**YOUR GOAL**
In the records that come next, find every line with "linejoin". Return those lines.

##### DATA FOR THE TASK #####

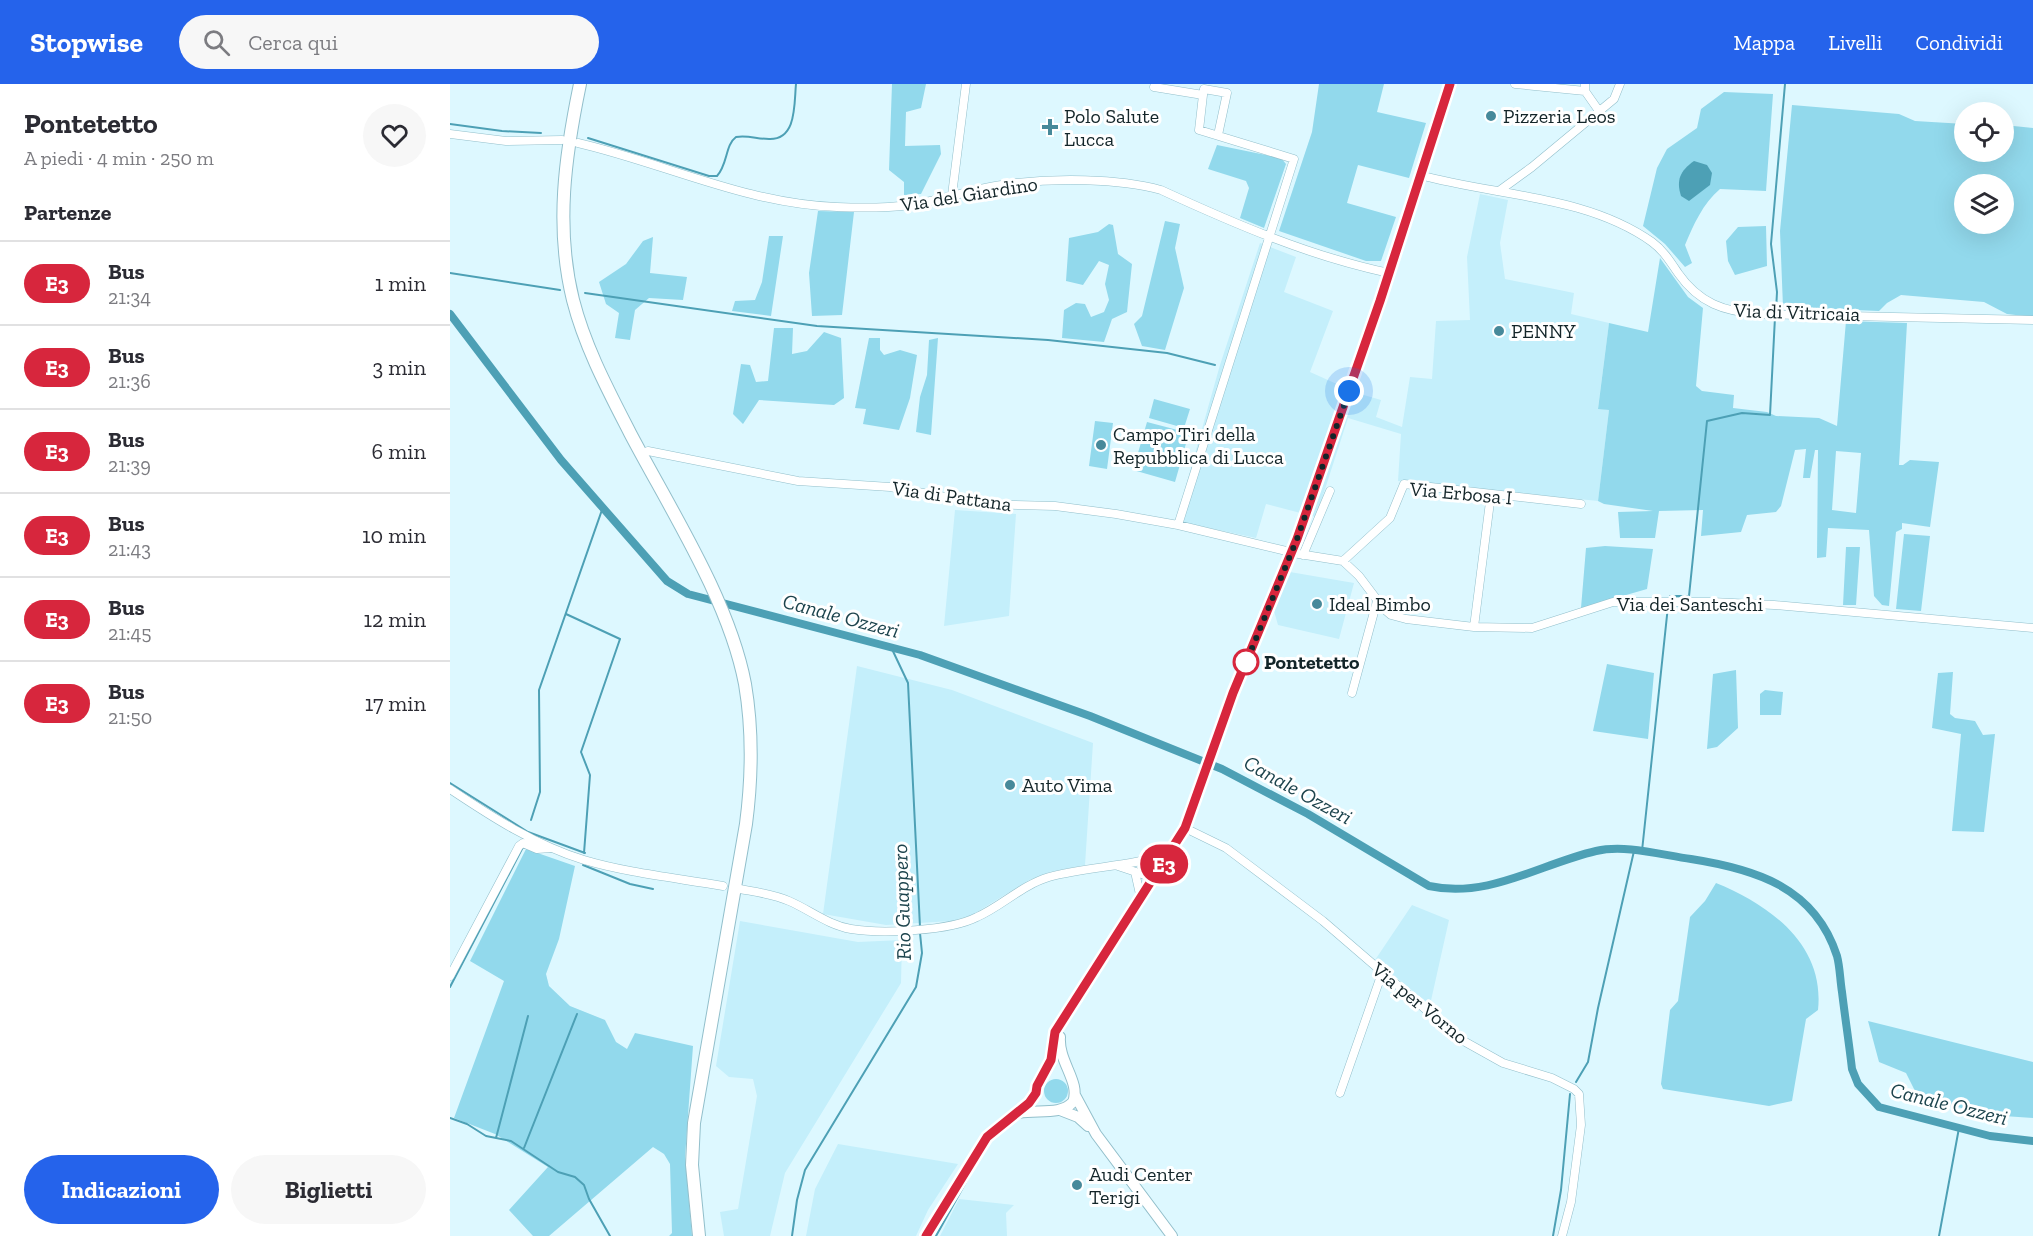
<!DOCTYPE html>
<html lang="it">
<head>
<meta charset="utf-8">
<style>
	:root { --surface:#fff; --page:#f7f7f7; --text:#2b2b33; --muted:#7c7c81; --line:#e1e1e2; --accent:#2563eb }
	body { margin:0; font-family:"Zilla Slab",serif; background:var(--page); color:var(--text); height:100vh; display:flex; flex-direction:column; font-size:22px; white-space:nowrap }
	* { box-sizing:border-box; margin:0 }
	p { font-size:20px; color:var(--muted) }
	.icon { flex:none; width:33px; height:33px; fill:none; stroke:currentColor; stroke-width:2; stroke-linecap:round; stroke-linejoin:round }
	.map { position:relative; flex:1; overflow:hidden }
	.panel { display:flex; flex-direction:column; background:var(--surface); width:450px }
	.panel>* { flex:none }
	.badge { padding:0 12px; border-radius:20px; font-size:21px; line-height:39px }
	.controls { position:absolute; left:1504px; top:18px; display:grid; gap:12px }
	.controls a { display:grid; place-items:center; width:60px; height:60px; border-radius:50%; background:var(--surface); box-shadow:0 6px 24px #0002; font-size:30px }
	.you { position:absolute; width:30px; height:30px; margin:-15px; border:4px solid #fff; border-radius:50%; background:#1a73e8; box-shadow:0 0 0 9px #1a73e833 }
	.map>.badge { position:absolute; translate:-50% -50%; box-shadow:0 0 0 3px #fff }
	h2 { padding:0 24px; font-size:22px; line-height:54px }
	.round { display:grid; place-items:center; flex:none; width:63px; height:63px; border-radius:32px; background:var(--page) }
	.headline { display:flex; align-items:center; justify-content:space-between; height:102px; padding:0 24px }
	h1 { font-size:28px; font-weight:800; line-height:45px }
	.cta { display:flex; gap:12px; margin-top:auto; padding:12px 24px }
	.cta a { flex:1; height:69px; border-radius:36px; background:var(--accent); color:#fff; font-size:24px; font-weight:800; line-height:69px; text-align:center }
	.cta a+a { background:var(--page); color:var(--text) }
	ul { padding:0; list-style:none }
	li { display:flex; align-items:center; gap:18px; height:84px; padding:0 24px; border-top:2px solid var(--line) }
	li div { flex:1 }
	li b { display:block; font-size:22px }
	li em { font-style:normal }
	li .badge { min-width:66px; font-weight:700; text-align:center }
	header { display:flex; align-items:center; gap:36px; box-sizing:border-box; height:84px; padding:0 30px; background:var(--accent); color:#fff }
	header strong { font-size:28px }
	nav { display:flex; gap:33px; margin-inline-start:auto; font-size:21px }
	.search { width:420px; height:54px; background:var(--page); display:flex; align-items:center; gap:15px; box-sizing:border-box; padding:0 21px; border-radius:33px; color:var(--muted); font-size:22px }
	main { display:flex; flex:1; min-height:0 }
	.map>svg:first-child { display:block }
</style>
</head>
<body>
<header>
<strong>Stopwise</strong>
<div class="search"><svg class="icon" aria-label="search" viewBox="0 0 24 24"><circle cx="10" cy="10" r="6"/><path d="M15 15l6 6"/></svg>Cerca qui</div>
<nav><a>Mappa</a><a>Livelli</a><a>Condividi</a></nav>
</header>
<main>
<section class="panel">
<div class="headline"><div><h1>Pontetetto</h1><p>A piedi · 4 min · 250 m</p></div><a class="round"><svg class="icon" aria-label="heart" viewBox="0 0 24 24"><path d="M12 20l-8-8c-3-5 5-10 8-4 3-6 11-1 8 4z"/></svg></a></div>
<h2>Partenze</h2>
<ul>
<li><span class="badge" style="background:#d7263d;color:#fff">E3</span><div><b>Bus</b><p>21:34</p></div><em>1 min</em></li>
<li><span class="badge" style="background:#d7263d;color:#fff">E3</span><div><b>Bus</b><p>21:36</p></div><em>3 min</em></li>
<li><span class="badge" style="background:#d7263d;color:#fff">E3</span><div><b>Bus</b><p>21:39</p></div><em>6 min</em></li>
<li><span class="badge" style="background:#d7263d;color:#fff">E3</span><div><b>Bus</b><p>21:43</p></div><em>10 min</em></li>
<li><span class="badge" style="background:#d7263d;color:#fff">E3</span><div><b>Bus</b><p>21:45</p></div><em>12 min</em></li>
<li><span class="badge" style="background:#d7263d;color:#fff">E3</span><div><b>Bus</b><p>21:50</p></div><em>17 min</em></li>
</ul>
<div class="cta"><a>Indicazioni</a><a>Biglietti</a></div>
</section>
<div class="map">
<svg width="1583" height="1152" viewBox="0 0 1583 1152">
	<rect width="100%" height="100%" fill="#ddf8ff"/>
	<path fill="#c4effb" d="M1030 110 1058 116 1050 159 1055 195 1124 209 1121 230 1159 239 1148 324 1159 326 1148 417 948 397 951 350 898 334 866 433 816 420 806 454 726 437 770 281 810 159 846 173 834 208 883 227 860 288 907 309 931 316 926 333 952 343 960 293 982 295 986 237 1020 236 1017 173Z
		M505 426 566 430 559 532 494 542Z
		M840 488 904 499 889 555 828 541 824 527Z
		M407 582 502 606 643 659 635 781 599 788 579 796 522 831 502 837 436 841 373 830Z
		M962 821 999 836 980 921 925 876Z
		M290 837 408 858 452 856 451 899 335 1089 320 1152H274L270 1128 288 1125 307 1012 303 995 279 993 266 982Z
		M388 1060 508 1080 478 1126 466 1152H356L365 1105Z
		M509 1115 564 1121 556 1129 557 1152H490Z"/>
	<path fill="#92d9ec" fill-rule="evenodd" d="M442 0H476L471 24 456 28 455 62 490 61 491 70 471 110 454 111V98L439 86Z
		M869 0H934L927 28 976 39 959 94 908 81 897 119 946 133 931 177H916L829 147 862 48Z
		M1274 8 1323 10 1316 107 1270 105C1253 119 1243 142 1235 161L1242 179 1235 183 1215 160 1193 142 1207 84 1217 65 1247 44 1251 25Z
		M1342 21 1449 30 1465 37 1515 40V68H1554V41L1583 44V233L1557 230 1534 218 1451 211 1437 219 1429 227 1333 223 1330 147ZM1515 100H1554V140H1515Z
		M767 61 831 74 836 80 814 144 790 134 799 104 796 97 758 85Z
		M368 127 404 128 392 231 362 232 359 189Z
		M715 137 730 140 725 164 734 204 715 266 692 262 684 240 692 232Z
		M659 140 663 141 668 170 682 180 677 228 662 235 654 258 612 254 614 226 626 219 635 220 641 233 654 228 659 216 655 200 659 181 649 177 633 201 616 197 619 154 648 148Z
		M1316 142 1317 182 1285 191 1278 177 1276 157 1288 143Z
		M319 152H333L321 232 282 227 285 217 305 216 312 198Z
		M203 153 200 189 237 193 233 216 199 214 185 226 180 256 165 254 169 229 156 220 149 198 176 180 193 157Z
		M1210 174 1238 213 1253 224 1246 302 1252 307 1284 311 1283 324 1317 328 1326 332 1369 334 1387 342 1396 237 1457 239 1449 381H1453L1460 376 1489 378 1480 443 1452 439V445L1446 448 1439 522 1432 521 1424 512 1419 446 1378 444 1376 473 1367 474 1368 366H1365L1360 394H1353L1356 365 1345 366 1331 422 1326 428 1297 431 1291 448 1251 452 1253 426 1209 427 1205 454H1170L1168 428 1203 427 1154 420 1148 417 1159 326 1148 325 1159 239 1198 248ZM1386 367 1411 369 1406 429 1382 426Z
		M324 244H343L342 270 357 267 374 248 391 254 394 314 384 321 309 316 293 340 283 330 291 280 300 281 306 298 318 297Z
		M419 254H430V266L434 271 450 266 467 271 460 314 449 346 413 340 416 325 405 324Z
		M488 254 481 351 466 348 470 313 477 291 479 256Z
		M704 315 740 325 734 344 699 334Z
		M645 337 663 339 657 385 639 382Z
		M697 338 739 349 725 398 683 386Z
		M1454 450 1480 452 1471 527 1446 525Z
		M1155 462 1203 465 1197 505 1131 524 1136 464Z
		M1396 463H1410L1406 521H1393Z
		M1157 580 1204 589 1198 655 1143 647Z
		M1286 586 1288 644 1267 663 1257 665 1263 590Z
		M1503 588 1500 630 1505 634 1525 637 1533 651 1545 650 1534 748 1502 747 1511 650 1482 644 1488 589Z
		M1315 606 1333 608 1331 631H1310V610Z
		M76 765 125 782 109 855 96 890 99 902 120 922 155 936 166 958 177 965 185 949 243 962 235 1073 242 1152H219L222 1149 220 1080 214 1070 203 1063 99 1152H83L59 1126 98 1083 45 1050 4 1034 54 897 20 877Z
		M1266 799C1320 821 1375 861 1368 926L1356 935 1342 1017 1319 1022 1213 1005 1211 1000 1220 926 1228 917 1240 833 1255 817Z
		M1418 937 1583 978V1034L1539 1031 1468 1013 1456 989 1429 978Z
		M594 1007a12 12 0 1 1 24 0a12 12 0 1 1-24 0Z"/>
	<path fill="#4da0b5" d="M1244 77 1257 81 1262 89 1260 101 1239 117 1231 112C1226 96 1230 87 1244 77Z"/>
	<g fill="none" stroke-linecap="round" stroke-linejoin="round">
		<path stroke="#4da0b5" stroke-width="2" d="M0 40 52 47 91 49
			M138 54 259 92H267C278 80 275 61 286 53 298 51 307 55 319 55 347 56 344 20 346 0
			M0 189 110 206
			M135 209 367 242 598 256 717 269 765 281
			M1326 227 1327 208 1321 160 1335 0
			M1220 512H1239L1257 337 1292 329 1320 331 1325 233
			M116 530 170 555 131 668 140 691 134 769
			M441 563 458 599 470 843
			M0 699 78 748 135 769
			M81 736 90 708 89 606 153 423
			M1192 767 1218 522
			M133 781 180 800 203 805
			M0 903 73 763
			M1126 998 1138 978 1148 924 1184 767
			M0 1034 17 1040 36 1052 61 1057 108 1088 125 1093 134 1101 139 1115 160 1152
			M46 1054 78 932
			M74 1064 127 930
			M342 1152 347 1116 355 1086 466 903 472 869 470 849
			M486 1152 521 1089
			M1103 1152 1111 1106 1120 1010
			M1489 1152 1509 1044"/>
		<path stroke="#4da0b5" stroke-width="8" d="M0 230 111 376 217 497 238 510 470 571 640 632 772 685 858 730 979 802C1038 815 1090 780 1146 767 1175 760 1212 771 1241 775 1305 785 1365 803 1387 872 1390 883 1390 896 1392 908 1395 933 1399 959 1402 985L1408 1000 1429 1023 1540 1052 1583 1057"/>
		<g stroke="#92bfcb" stroke-width="9">
			<path id="street" d="M1065 0 1135 7
				M1135 0V7L1149 27
				M704 3 753 11 749 46 844 75 728 441
				M753 11 754 5 777 9 768 51
				M0 50 56 57 112 56
				M128 59C214 79 297 120 387 123 411 124 437 124 460 121 493 116 525 104 558 100 604 94 667 94 711 106 785 140 859 172 939 189
				M970 91C1045 112 1136 111 1202 158 1213 166 1220 177 1228 189 1249 219 1274 228 1310 230L1583 236
				M1049 107 1082 83 1164 15 1170 0
				M502 111 516 0
				M198 367 348 397 440 403 534 420 605 422 666 430 728 441 849 470 893 477 909 492 934 525 941 531 956 535 1024 543 1082 544 1163 518H1262L1324 521 1583 544
				M853 471 880 407
				M893 477 940 434 954 400 1131 420
				M1024 543 1041 410
				M902 609 927 517
				M0 705C42 733 85 761 134 776 178 789 227 794 273 802
				M735 744 776 764 873 837 1010 955 1053 979 1102 994 1124 1005 1129 1010 1131 1041 1121 1118 1112 1152
				M668 782 698 792 706 791 703 783 694 778
				M685 788 691 815
				M290 805C306 808 323 810 339 817 360 826 378 841 401 845 432 850 500 847 527 833 552 822 572 801 599 793 639 782 681 783 720 769
				M0 892 69 762 73 759 87 765 101 764
				M890 1009 932 889"/>
		</g>
		<g stroke="#92bfcb" stroke-width="12">
			<path id="secondary" d="M625 1011 646 1050 722 1152
				M610 1026 628 1033 638 1042
				M569 1029C587 1025 610 1032 623 1018 631 998 608 978 610 953
				M476 1152 537 1053 579 1019 586 1009 587 1002 601 976 605 948 735 744 783 609 847 455 930 217 1000 0"/>
		</g>
		<g stroke="#92bfcb" stroke-width="14">
			<path id="primary" d="M130 0C115 72 105 143 123 216 135 263 158 306 180 349 220 425 279 516 295 600 303 647 302 694 296 740L244 1039 242 1081 249 1152"/>
		</g>
		<use href="#street" stroke="#fff" stroke-width="8"/>
		<use href="#secondary" stroke="#fff" stroke-width="10"/>
		<use href="#primary" stroke="#fff" stroke-width="12"/>
	</g>
	<g fill="none" stroke-linecap="round" stroke-linejoin="round">
		<g stroke="#fff" stroke-width="14">
			<path id="line" d="M476 1152 537 1053 579 1019 586 1009 587 1002 601 976 605 948 735 744 783 609 847 455 930 217 1000 0"/>
		</g>
		<use href="#line" stroke="#d7263d" stroke-width="9"/>
		<path stroke="#132529" stroke-width="6" stroke-dasharray="0 10.8" d="M796 578 793 586 847 455 899 307"/>
	</g>
	<g fill="#47899a" stroke="#fff" stroke-width="2">
		<circle cx="1041" cy="32" r="6"/>
		<path d="M597 34h6v6h6v6h-6v6h-6v-6h-6v-6h6z"/>
		<circle cx="1049" cy="247" r="6"/>
		<circle cx="651" cy="361" r="6"/>
		<circle cx="867" cy="520" r="6"/>
		<circle cx="560" cy="701" r="6"/>
		<circle cx="627" cy="1101" r="6"/>
	</g>
	<circle fill="#fff" stroke="#d7263d" stroke-width="3" cx="796" cy="578" r="12"/>
	<g text-anchor="middle" stroke-width="6" stroke-linejoin="round" paint-order="stroke">
		<g font-size="20" fill="#132529" stroke="#fff" text-anchor="start">
			<text x="614" y="39">Polo Salute<tspan x="614" dy="23">Lucca</tspan></text>
			<text x="1053" y="39">Pizzeria Leos</text>
			<text x="1061" y="254">PENNY</text>
			<text x="663" y="357">Campo Tiri della<tspan x="663" dy="23">Repubblica di Lucca</tspan></text>
			<text x="879" y="527">Ideal Bimbo</text>
			<text x="572" y="708">Auto Vima</text>
			<text x="639" y="1097">Audi Center<tspan x="639" dy="23">Terigi</tspan></text>
		</g>
		<g font-size="20" fill="#132529" stroke="#fff">
			<text transform="translate(519 110) rotate(-9)" y="7">Via del Giardino</text>
			<text transform="translate(1347 228) rotate(2)" y="7">Via di Vitricaia</text>
			<text transform="translate(1011 409) rotate(5)" y="7">Via Erbosa I</text>
			<text transform="translate(502 412) rotate(8)" y="7">Via di Pattana</text>
			<text x="1240" y="527">Via dei Santeschi</text>
			<text transform="translate(970 919) rotate(39)" y="7">Via per Vorno</text>
		</g>
		<g font-size="20" font-weight="bold" fill="#132529" stroke="#fff" text-anchor="start">
			<text x="814" y="585">Pontetetto</text>
		</g>
		<g font-size="21" font-style="italic" fill="#1d444d" stroke="#fff">
			<text transform="translate(391 532) rotate(15)" y="7">Canale Ozzeri</text>
			<text transform="translate(848 706) rotate(29)" y="7">Canale Ozzeri</text>
			<text transform="translate(452 818) rotate(-92)" y="7">Rio Guappero</text>
			<text transform="translate(1499 1020) rotate(14)" y="7">Canale Ozzeri</text>
		</g>
	</g>
</svg>
<div class="controls">
<a><svg class="icon" aria-label="locate" viewBox="0 0 24 24"><circle cx="12" cy="12" r="6"/><path d="M12 2v4M12 18v4M2 12h4M18 12h4"/></svg></a>
<a><svg class="icon" aria-label="layers" viewBox="0 0 24 24"><path d="M12 4l9 5-9 5-9-5zM3 14l9 5 9-5"/></svg></a>
</div>
<div class="you" style="left:899px;top:307px"></div>
<b class="badge" style="left:714px;top:780px;background:#d7263d;color:#fff">E3</b>
</div>
</main>
</body>
</html>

#####

**WRITTEN ANSWER**
	.icon { flex:none; width:33px; height:33px; fill:none; stroke:currentColor; stroke-width:2; stroke-linecap:round; stroke-linejoin:round }
	<g fill="none" stroke-linecap="round" stroke-linejoin="round">
	<g fill="none" stroke-linecap="round" stroke-linejoin="round">
	<g text-anchor="middle" stroke-width="6" stroke-linejoin="round" paint-order="stroke">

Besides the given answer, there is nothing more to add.